Non tutti gli internet service provider (o più comunemente conosciuti come Isp) svolgono la propria attività nel rispetto delle regole e delle leggi vigenti in tema di proprietà intellettuale. Ce ne sono tanti, troppi, che oltre a svolgere il proprio ruolo, tendono anche a lucrare più o meno alla luce del sole sui contenuti o i prodotti protetti da diritti.
Si tratta di promuovere, pubblicizzare e/o diffondere illecitamente contenuti/prodotti/servizi in violazione dei diritti di proprietà intellettuale (Intellectual property rights, o Ipr) e senza pagare il giusto prezzo a chi su questi contenuti/prodotti/servizi ha investito tempo e risorse.
Sono 840 milioni di euro i proventi illeciti di cui parliamo e di cui ha scritto l’avvocato Alessandro La Rosa sul sito web dello Studio Previti. Un dato che proviene dal Report realizzato a gennaio 2018 dall’Office of the United States Trade Representative (“2017 Notorious markets list spotlights global piracy and counterfeiting, defends american products and workers”) e dedicato alle migliori pratiche degli Isp per limitare e prevenire il più possibile le violazioni di diritti di proprietà intellettuale attraverso piattaforme digitali e marketplace offline.
La Rosa evidenzia alcune di queste best practice messe in campo dai provider durante lo scorso anno, con ottimi risultati nel contrasto alla pirateria online. Tra queste, precisa l’autore dell’articolo, troviamo: “l’adozione di business model che prevedono la negoziazione di contratti di licenza con i titolari dei diritti, l’accelerazione dei tempi di risposta ai reclami dei titolari dei diritti e l’implementazione di tecnologie digitali per individuare e prevenire la diffusione di materiali illeciti sulle piattaforme online”.
Riguardo al confine tra i provider che fanno il loro lavoro onestamente e quelli che invece lucrano sull’illecito: “È sempre più difficile distinguere le due categorie di operatori – ha affermato La Rosa – e questo non fa altro che contribuire all’incremento di soggetti il cui primario (talvolta unico) obiettivo è, appunto, lo sfruttamento monetario di materiali illeciti attraverso pubblicità correlate, abbonamenti premium alla piattaforma stessa, data breach e malware”.
Secondo lo studio americano, la perdita dovuta alla pirateria online, le frodi, la contraffazione e gli attacchi informatici, si aggira attorno ai 4-5 miliardi di dollari, soprattutto nel settore dei media e dell’entertainment.

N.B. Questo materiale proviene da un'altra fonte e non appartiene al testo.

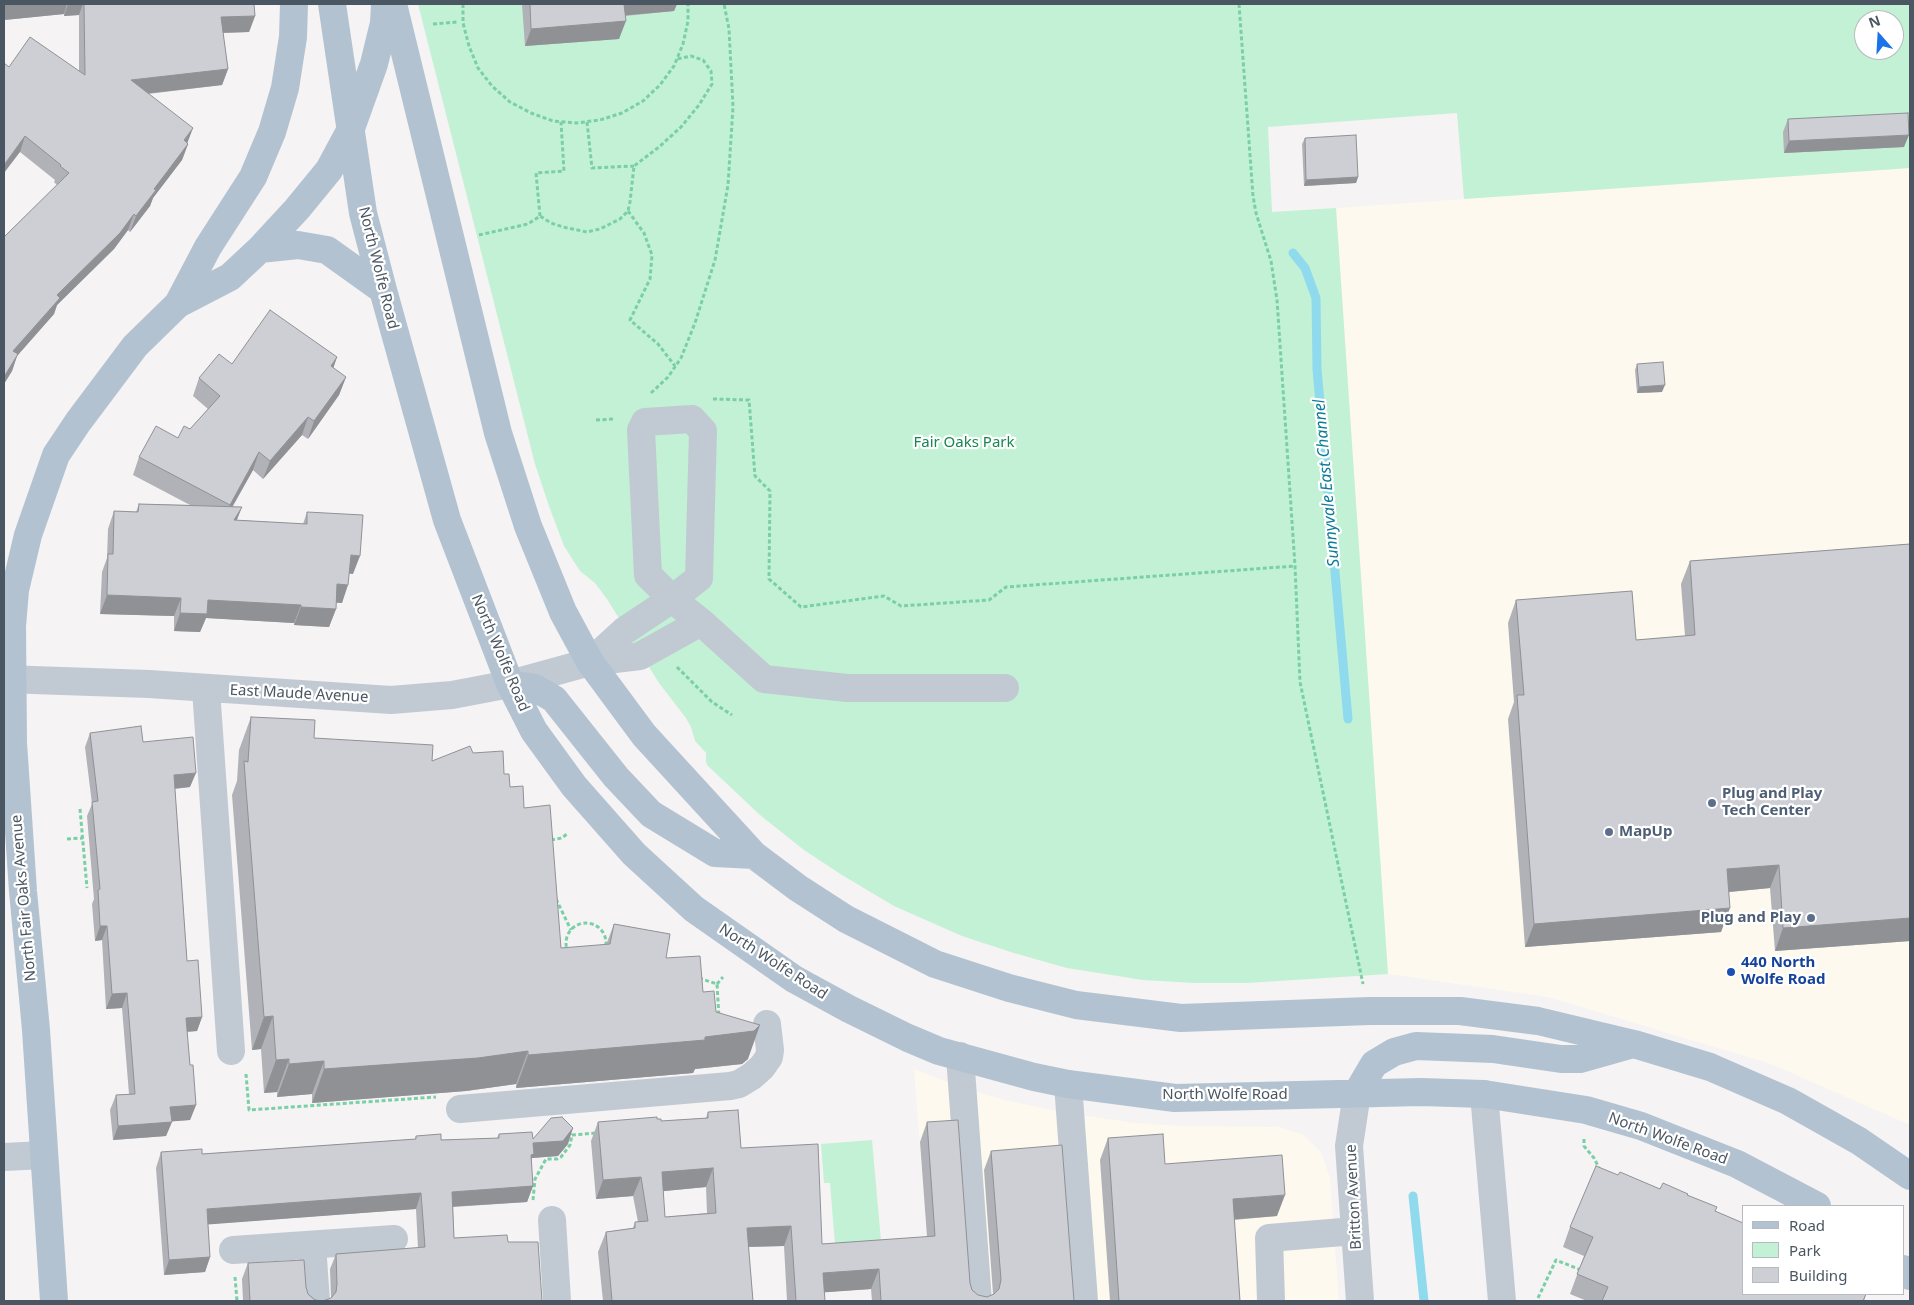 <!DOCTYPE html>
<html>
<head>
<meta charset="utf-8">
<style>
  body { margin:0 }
  #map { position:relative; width:1914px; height:1305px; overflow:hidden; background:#f5f3f3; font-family:"Noto Sans",sans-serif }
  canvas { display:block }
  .frame { position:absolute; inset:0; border:5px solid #4a5661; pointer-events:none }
  .legend { position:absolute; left:1742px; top:1205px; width:162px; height:90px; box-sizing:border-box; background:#fff; border:1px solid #b7bbc0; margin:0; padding:6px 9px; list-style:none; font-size:15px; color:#4a5661 }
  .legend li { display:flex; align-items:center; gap:10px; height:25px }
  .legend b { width:25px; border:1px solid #b7bbc0 }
  .north { position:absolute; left:1854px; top:10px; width:50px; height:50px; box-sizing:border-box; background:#fff; border:1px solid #b7bbc0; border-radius:50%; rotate:341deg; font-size:14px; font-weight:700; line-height:20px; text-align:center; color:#4a5661 }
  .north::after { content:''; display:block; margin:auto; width:18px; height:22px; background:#1a73e8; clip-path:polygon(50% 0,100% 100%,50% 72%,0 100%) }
</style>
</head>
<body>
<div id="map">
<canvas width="1914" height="1305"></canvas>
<div class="frame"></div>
<ul class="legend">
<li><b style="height:6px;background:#b3c2d1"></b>Road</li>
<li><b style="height:14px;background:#c3f1d5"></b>Park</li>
<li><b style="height:14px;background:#cdcfd5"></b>Building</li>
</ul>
<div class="north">N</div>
</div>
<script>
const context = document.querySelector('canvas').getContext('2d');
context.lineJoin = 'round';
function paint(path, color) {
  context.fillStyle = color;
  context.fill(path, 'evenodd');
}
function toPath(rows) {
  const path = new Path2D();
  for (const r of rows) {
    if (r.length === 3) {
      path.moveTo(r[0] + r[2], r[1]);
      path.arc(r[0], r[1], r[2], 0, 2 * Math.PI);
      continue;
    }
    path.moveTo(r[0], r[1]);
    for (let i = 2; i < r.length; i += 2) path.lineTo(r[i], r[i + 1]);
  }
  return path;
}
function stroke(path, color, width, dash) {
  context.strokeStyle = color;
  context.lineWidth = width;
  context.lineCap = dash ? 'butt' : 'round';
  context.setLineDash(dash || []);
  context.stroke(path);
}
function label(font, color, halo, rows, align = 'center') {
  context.font = font + ' "Noto Sans",sans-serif';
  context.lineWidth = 4.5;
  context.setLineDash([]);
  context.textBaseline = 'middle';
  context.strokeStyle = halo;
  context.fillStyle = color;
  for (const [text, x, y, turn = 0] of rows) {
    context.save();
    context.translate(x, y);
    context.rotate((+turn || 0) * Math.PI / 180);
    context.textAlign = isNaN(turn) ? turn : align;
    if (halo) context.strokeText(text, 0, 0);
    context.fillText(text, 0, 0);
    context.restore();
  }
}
paint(toPath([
  [1910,168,1910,1125,1771,1064,1548,997,1388,974,1336,208],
  [914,1069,960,1087,1005,1100,1071,1114,1137,1123,1180,1126,1278,1127,1302,1134,1321,1152,1330,1178,1339,1301,932,1301]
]), '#fdf9ef');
paint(toPath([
  [418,4,1910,4,1910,168,1464,199,1457,113,1268,127,1272,212,1336,208,1388,974,1247,983,1195,983,1143,980,1067,968,1014,953,962,936,894,906,842,875,804,850,760,815,707,765,706,761,706,753,695,741,691,727,686,718,659,683,607,599,595,583,580,571,564,546,549,506,535,464],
  [1864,20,1894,20,1894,50,1864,50],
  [872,1140,881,1241,835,1244,830,1183,824,1183,821,1144]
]), '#c3f1d5');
stroke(toPath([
  [1293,253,1305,268,1316,298,1317,369,1348,719],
  [1413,1196,1424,1301]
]), '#90daee', 9);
stroke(toPath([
  [463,4,463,23,469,46,478,68,492,86,510,102,531,113,553,121,576,123,600,120,622,113,643,101,660,85,674,66,683,44,688,21,688,4],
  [1239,4,1253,196,1256,213,1271,261,1277,300,1295,566,1300,682,1363,984],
  [433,24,457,22],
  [587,122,592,168,634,166],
  [628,211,644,233,652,255,650,279,630,320,658,344,675,366],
  [540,216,536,173,564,171,561,122],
  [479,235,528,224,540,216,551,223,563,227,587,232,600,229,620,219,628,211,630,202,634,166,659,147,681,127,699,105,712,84,711,71,703,60,691,56,677,59],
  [651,393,668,377,681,358,695,323,715,260,728,185,733,107,729,29,724,4],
  [713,399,749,400,755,476,770,491,769,579,801,607,884,596,901,606,989,600,1006,587,1295,566],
  [596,420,615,419],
  [677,667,712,702,732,715],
  [80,809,87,888],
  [67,839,83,838],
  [551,840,562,838,568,833],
  [556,899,571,930],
  [586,943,20],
  [699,978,717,984,719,1017],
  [717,984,723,977],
  [246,1074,249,1110,436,1097],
  [1584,1139,1584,1146,1594,1158,1600,1170],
  [533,1200,535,1179,546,1159,557,1159,561,1157,570,1145,572,1135,596,1133],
  [235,1277,237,1301],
  [1538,1298,1556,1260,1581,1270]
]), '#7ad0a6', 3, [4, 2.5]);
stroke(toPath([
  [590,662,624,631,672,599,699,578,703,431,692,419,645,422,641,430,648,575,672,599,701,622,764,679,847,688,1005,688],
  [4,679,149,684,391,700,452,695,510,684,590,662,640,656,701,622],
  [206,689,231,1051],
  [960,1056,978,1301],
  [1068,1084,1084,1301],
  [1357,1093,1349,1146,1360,1301],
  [1484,1094,1502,1301],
  [460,1109,730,1086,739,1084,752,1076,762,1067,769,1057,770,1050,767,1024],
  [4,1157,44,1155],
  [552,1220,557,1301],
  [312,1245,316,1301],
  [233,1250,394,1239],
  [1271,1301,1269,1238,1355,1231]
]), '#c1cad2', 28);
stroke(toPath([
  [332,4,363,213,383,290,447,520,510,684,534,731,574,786,634,854,694,909,794,979,849,1009,908,1038,939,1051,1034,1077,1068,1084,1175,1098,1421,1092,1484,1094,1586,1110,1641,1126,1737,1164,1817,1206],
  [393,4,498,433,528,526,563,612,590,662,644,735,754,855,798,888,846,919,935,964,1009,988,1076,1005,1181,1018,1369,1011,1460,1011,1538,1021,1634,1044,1710,1067,1788,1101,1859,1141,1910,1176],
  [260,249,298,245,327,250,383,290],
  [178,304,208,247,253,177,272,132,285,88,293,37,294,4],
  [510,684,535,688,554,699,616,777,651,814,715,853,754,855],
  [1357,1093,1374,1064,1394,1052,1416,1046,1493,1049,1561,1059,1580,1059,1633,1044],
  [1903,1269,1910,1276],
  [54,1301,36,1030,23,891,13,743,12,626,15,590,28,535,56,455,78,422,135,346,178,304,230,277,260,249,297,209,329,170,350,131,374,64,384,23,385,4]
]), '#b3c2d1', 28);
paint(toPath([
  [4,4,254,4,255,16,249,32,223,33,228,69,222,85,148,94,188,144,182,160,153,198,150,206,130,232,128,230,114,249,57,305,54,314,17,356,12,371,4,384,4,237,57,185,54,182,55,180,20,152,9,67,79,71,79,15,64,16,64,14,4,20],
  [522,4,677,4,674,11,625,16,619,39,525,46],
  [1788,119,1904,147,1784,153,1783,132],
  [1305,138,1358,177,1356,183,1304,186,1302,144],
  [337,357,333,368,346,377,339,395,308,439,302,435,263,479,253,470,233,506,237,520,303,524,307,512,353,574,349,573,342,603,336,603,336,609,329,627,294,625,294,623,206,618,200,632,174,631,174,616,100,614,102,572,107,558,108,529,114,511,136,512,139,504,190,505,133,475,139,457,178,438,190,429,208,409,193,396,199,378,232,364],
  [1637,364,1662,392,1637,393,1635,370],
  [1910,544,1910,941,1775,951,1770,888,1729,892,1721,932,1525,947,1508,719,1514,702,1508,623,1516,600,1636,640,1685,636,1681,584,1690,561],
  [251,717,314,738,432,761,473,753,504,774,510,787,524,808,561,948,606,945,614,924,666,958,703,992,748,1059,742,1064,695,1069,693,1073,516,1088,516,1084,466,1091,312,1103,312,1094,277,1097,277,1092,264,1093,261,1049,252,1050,232,795,237,781,239,750],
  [90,733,143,742,190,787,175,789,187,961,202,1017,197,1031,187,1032,190,1065,196,1105,190,1120,172,1121,166,1136,113,1140,110,1110,116,1095,129,1094,122,1008,106,1009,102,940,95,941,92,904,94,899,87,816,92,804,85,747],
  [708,1112,741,1148,822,1244,927,1237,920,1142,927,1122,972,1290,978,1295,987,1297,993,1294,984,1170,991,1151,1074,1301,872,1301,871,1289,824,1292,825,1301,787,1301,784,1246,748,1247,753,1301,603,1301,598,1252,606,1232,633,1228,635,1222,638,1222,633,1196,596,1199,591,1141,598,1122,661,1121,706,1118],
  [706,1187,707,1213,665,1217,663,1191],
  [499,1134,568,1144,558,1156,532,1158,531,1161,533,1186,527,1202,453,1207,454,1238,508,1242,542,1301,243,1301,242,1279,248,1263,306,1287,308,1294,315,1300,323,1301,331,1298,331,1297,330,1269,336,1254,418,1248,416,1209,208,1224,210,1257,205,1272,164,1275,156,1168,161,1152,202,1154,415,1139,416,1136,441,1140,497,1138],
  [1108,1138,1277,1216,1234,1220,1240,1301,1110,1301,1100,1160],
  [1618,1175,1660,1189,1687,1195,1715,1211,1743,1294,1866,1294,1864,1301,1587,1301,1570,1294,1584,1256,1563,1247,1570,1227]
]), '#b0b2b7');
paint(toPath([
  [13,4,67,4,64,14,4,20,4,5],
  [68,4,83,4,79,15,64,16],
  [622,4,677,4,674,11,618,16],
  [255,16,249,32,215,33,221,17],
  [626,21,619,39,525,46,531,29],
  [228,69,222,85,125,96,131,80],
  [193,128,187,144,184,140],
  [1909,135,1904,147,1784,153,1789,141],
  [25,136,20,152,4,173,4,165],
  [188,144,182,160,153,198,150,206,130,232,136,216,154,189],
  [1358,177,1356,183,1304,186,1306,180],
  [134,214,128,230,114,249,57,305,54,314,17,356,12,371,4,384,4,377,13,351,57,295],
  [337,357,331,375,331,366],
  [346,377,339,395,308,439,314,421],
  [1665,385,1662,392,1637,393,1639,387],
  [308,417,302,435,263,479,270,461],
  [259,452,253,470,223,523,230,505],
  [242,507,235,525,234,520],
  [351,555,360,556,353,574,344,573],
  [337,584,348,585,342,603,331,602],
  [107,595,181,598,174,616,100,614],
  [208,600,301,605,294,623,206,618,200,632,174,631,180,613],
  [301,607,336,609,329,627,294,625],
  [196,773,190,787,169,789,174,775],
  [1779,865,1770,888,1718,893,1727,869],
  [1730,908,1721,932,1525,947,1534,924],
  [1910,918,1910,941,1775,951,1783,928],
  [100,926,107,926,102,940,95,941],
  [127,993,122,1008,106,1009,112,994],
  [273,1016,261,1049,252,1050,264,1017],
  [202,1017,197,1031,181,1032,186,1018],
  [760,1025,748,1059,742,1064,695,1069,693,1073,516,1088,528,1055,705,1037],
  [528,1051,516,1084,466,1091,312,1103,324,1069],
  [289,1059,277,1092,264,1093,276,1060],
  [324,1061,312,1094,277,1097,289,1064],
  [196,1105,190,1120,165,1122,170,1107],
  [172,1122,166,1136,113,1140,118,1126],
  [573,1128,568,1144,558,1156,532,1158,528,1170,533,1143],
  [713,1168,706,1187,655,1192,662,1172],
  [641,1177,633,1196,596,1199,603,1180],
  [533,1186,527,1202,446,1207,452,1192],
  [421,1193,416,1209,201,1225,207,1209],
  [1285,1195,1277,1216,1225,1220,1233,1199],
  [791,1226,784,1246,740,1247,747,1228],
  [210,1257,205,1272,164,1275,169,1260],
  [879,1269,871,1289,816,1293,823,1273]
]), '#909195');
const building = toPath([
  [84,4,254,4,255,16,221,17,228,69,131,80,193,128,184,140,188,144,154,189,156,190,136,216,134,214,120,233,57,295,60,298,13,351,18,354,4,377,4,237,69,173,60,166,61,165,25,136,4,165,4,63,9,67,30,37,85,75,84,4],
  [530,4,624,4,626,21,531,29,530,4],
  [1908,113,1909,135,1789,141,1788,119,1908,113],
  [1356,135,1358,177,1306,180,1305,138,1356,135],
  [270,310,337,357,331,366,346,377,314,421,308,417,270,461,259,452,230,505,139,457,156,426,178,438,184,426,190,429,220,396,199,378,219,354,232,364,270,310],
  [1663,362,1665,385,1639,387,1637,364,1663,362],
  [139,504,242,507,234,520,307,524,307,512,363,515,360,556,351,555,348,585,337,584,336,609,301,607,301,605,208,600,207,614,180,613,181,598,107,595,108,554,113,554,114,511,138,512,139,504],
  [1910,544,1910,918,1783,928,1779,865,1727,869,1730,908,1534,924,1517,695,1524,695,1516,600,1632,591,1636,640,1695,635,1690,561,1910,544],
  [251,717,315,720,314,738,433,745,432,761,470,746,473,753,503,751,504,774,509,774,510,787,523,786,524,808,550,805,561,948,610,944,614,924,670,934,666,958,700,956,703,992,714,991,716,1012,760,1025,754,1031,705,1037,705,1040,528,1055,528,1051,478,1058,324,1069,324,1061,289,1064,289,1059,276,1060,273,1016,264,1017,246,789,244,761,248,762,251,717],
  [141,726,143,742,193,737,196,773,174,775,187,961,198,960,202,1017,186,1018,190,1065,193,1065,196,1105,170,1107,172,1122,118,1126,116,1095,135,1094,127,993,112,994,107,926,100,926,98,890,100,889,92,802,98,801,90,733,141,726],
  [738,1110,741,1148,818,1144,822,1244,935,1236,927,1122,958,1120,970,1283,972,1290,978,1295,987,1297,994,1294,999,1289,1001,1280,991,1151,1062,1145,1074,1301,881,1301,879,1269,823,1273,825,1301,796,1301,791,1226,747,1228,753,1301,612,1301,606,1232,635,1228,635,1222,648,1221,641,1177,603,1180,598,1122,657,1117,657,1119,661,1119,661,1121,708,1118,708,1112,738,1110],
  [713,1168,716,1213,665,1217,662,1172,713,1168],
  [562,1117,573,1128,563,1141,533,1143,534,1154,531,1155,533,1186,452,1192,454,1238,507,1235,508,1242,538,1242,542,1301,250,1301,248,1263,304,1260,306,1287,308,1294,315,1300,323,1301,331,1298,336,1292,337,1284,336,1254,425,1247,421,1193,207,1209,210,1257,169,1260,161,1152,202,1149,202,1154,416,1139,416,1136,441,1134,441,1140,499,1138,499,1134,532,1132,533,1139,551,1118,562,1117],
  [1163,1134,1165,1164,1282,1155,1285,1195,1233,1199,1240,1301,1119,1301,1108,1138,1163,1134],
  [1596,1166,1618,1175,1620,1172,1660,1189,1663,1183,1688,1194,1687,1195,1717,1207,1715,1211,1743,1223,1743,1294,1866,1294,1863,1301,1602,1301,1608,1287,1577,1274,1593,1237,1570,1227,1596,1166]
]);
paint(building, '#cdcfd5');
stroke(building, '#909195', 1);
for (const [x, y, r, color] of [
  [1712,803,5,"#5c6f8a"],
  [1609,832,5,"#5c6f8a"],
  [1811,918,5,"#5c6f8a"],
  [1731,972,5,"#1a4fb4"]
]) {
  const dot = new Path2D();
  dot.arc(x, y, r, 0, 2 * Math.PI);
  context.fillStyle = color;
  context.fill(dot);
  stroke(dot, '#fff', 2);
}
label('15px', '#4a5661', '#fff', [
  ["North Wolfe Road",378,268,76],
  ["North Wolfe Road",500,653,67],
  ["East Maude Avenue",299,694,3],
  ["North Fair Oaks Avenue",24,898,-95],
  ["North Wolfe Road",773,962,33],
  ["North Wolfe Road",1225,1095],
  ["North Wolfe Road",1668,1139,20],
  ["Britton Avenue",1354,1197,-93]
]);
label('15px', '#17864f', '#fff', [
  ["Fair Oaks Park",964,443]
]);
label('bold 15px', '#4e5e75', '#fff', [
  ["Plug and Play",1722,794],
  ["Tech Center",1722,811],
  ["MapUp",1619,832],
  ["Plug and Play",1801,918,"right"]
], 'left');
label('bold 15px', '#164399', '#fff', [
  ["440 North",1741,963],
  ["Wolfe Road",1741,980]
], 'left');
label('italic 16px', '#0c7c9b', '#fff', [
  ["Sunnyvale East Channel",1327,483,-95]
]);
</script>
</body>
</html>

Come ha sottolineato ancora l’avvocato, è da “porre in evidenza come la lista di operatori fornita da “The List” dia atto della massiccia presenza di fornitori di servizi di cyberlocking e marketplace quali principali protagonisti delle violazioni degli Ipr”.
Nelle conclusioni, La Rosa suggerisce che le autorità competenti nel settore “predispongano quanto prima una “lista” europea dei mercati “notoriamente” dediti alla pirateria ed alla contraffazione (online e offline)”.
Per i legislatori europei, infine, l’invito è a riflettere concretamente “sull’opportunità di non escludere incondizionatamente i cyberlocker ed i marketplace dai providers destinatari della Proposta di modifica della Direttiva Copyright nel mercato unico digitale”.
Proprio sul tema dei cyberlocker, Federico Bagnoli Rossi, Segretario Generale FAPAV, ha ricordato in una nota come “questi servizi siano tra i più utilizzati per condividere online contenuti protetti da copyright. Il business model dei cyberlocker è tra l’altro proprio basato principalmente sulla distribuzione di questi contenuti illeciti”.
Secondo uno studio condotto dalla Digital Citizens Alliance, ha ricordato Bagnoli Rossi, “almeno il 78,6% dei file caricati su tali siti per il download e l’83,7% dei file caricati per lo streaming, hanno dei contenuti acquisiti in violazione del diritto d’autore. Il contrasto a tali “servizi”, pertanto, è decisivo per la tutela dei contenuti audiovisivi sul web”.